(Collection entries)
□ □ □ □ □
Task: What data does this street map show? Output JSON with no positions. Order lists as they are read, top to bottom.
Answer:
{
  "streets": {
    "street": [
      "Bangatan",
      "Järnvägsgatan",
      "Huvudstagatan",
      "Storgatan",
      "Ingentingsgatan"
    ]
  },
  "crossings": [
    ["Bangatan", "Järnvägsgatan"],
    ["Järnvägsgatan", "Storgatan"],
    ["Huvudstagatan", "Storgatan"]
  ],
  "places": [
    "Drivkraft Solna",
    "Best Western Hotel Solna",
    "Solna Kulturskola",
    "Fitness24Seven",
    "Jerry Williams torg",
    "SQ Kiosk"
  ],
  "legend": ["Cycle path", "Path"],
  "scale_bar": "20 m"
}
□ □ □ □ □
The full set of entries should be copied out exactly as given.

(ANSWER TO THIS EXERCISE)
Task: What data does this street map show? Output JSON with no positions. Order lists as they are read, top to bottom.
Answer:
{
  "streets": {
    "street": [
      "Bangatan",
      "Järnvägsgatan",
      "Huvudstagatan",
      "Storgatan",
      "Ingentingsgatan"
    ]
  },
  "crossings": [
    ["Bangatan", "Järnvägsgatan"],
    ["Järnvägsgatan", "Storgatan"],
    ["Huvudstagatan", "Storgatan"]
  ],
  "places": [
    "Drivkraft Solna",
    "Best Western Hotel Solna",
    "Solna Kulturskola",
    "Fitness24Seven",
    "Jerry Williams torg",
    "SQ Kiosk"
  ],
  "legend": ["Cycle path", "Path"],
  "scale_bar": "20 m"
}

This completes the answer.